Extracted data entries:

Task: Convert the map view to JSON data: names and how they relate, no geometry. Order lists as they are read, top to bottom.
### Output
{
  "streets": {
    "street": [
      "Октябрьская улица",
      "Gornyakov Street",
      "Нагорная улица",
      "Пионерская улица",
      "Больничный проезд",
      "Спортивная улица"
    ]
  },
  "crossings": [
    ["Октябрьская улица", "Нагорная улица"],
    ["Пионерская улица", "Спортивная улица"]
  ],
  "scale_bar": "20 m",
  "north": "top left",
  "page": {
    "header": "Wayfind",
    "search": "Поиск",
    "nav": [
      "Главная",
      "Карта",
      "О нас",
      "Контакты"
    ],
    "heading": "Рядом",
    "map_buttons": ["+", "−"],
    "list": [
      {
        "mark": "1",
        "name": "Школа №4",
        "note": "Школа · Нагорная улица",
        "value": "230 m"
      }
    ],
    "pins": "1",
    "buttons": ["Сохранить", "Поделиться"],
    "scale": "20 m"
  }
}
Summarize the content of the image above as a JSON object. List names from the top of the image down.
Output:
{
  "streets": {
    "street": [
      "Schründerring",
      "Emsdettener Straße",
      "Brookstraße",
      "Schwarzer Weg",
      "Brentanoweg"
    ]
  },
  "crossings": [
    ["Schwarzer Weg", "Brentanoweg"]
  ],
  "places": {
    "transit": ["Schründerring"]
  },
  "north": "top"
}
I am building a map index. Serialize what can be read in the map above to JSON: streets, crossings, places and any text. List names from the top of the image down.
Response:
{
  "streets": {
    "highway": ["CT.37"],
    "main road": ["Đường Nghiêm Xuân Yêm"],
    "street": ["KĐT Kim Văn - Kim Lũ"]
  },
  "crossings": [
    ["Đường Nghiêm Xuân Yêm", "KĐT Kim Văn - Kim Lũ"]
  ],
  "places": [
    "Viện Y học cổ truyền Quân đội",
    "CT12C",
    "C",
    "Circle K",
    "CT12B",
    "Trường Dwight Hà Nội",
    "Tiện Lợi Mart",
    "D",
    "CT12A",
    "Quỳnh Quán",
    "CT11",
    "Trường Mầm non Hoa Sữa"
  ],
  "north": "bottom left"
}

**TASK PROMPT**
Where the word "read" appears in a line of the entries, copy that line.

**YOUR SOLUTION**
Task: Convert the map view to JSON data: names and how they relate, no geometry. Order lists as they are read, top to bottom.
I am building a map index. Serialize what can be read in the map above to JSON: streets, crossings, places and any text. List names from the top of the image down.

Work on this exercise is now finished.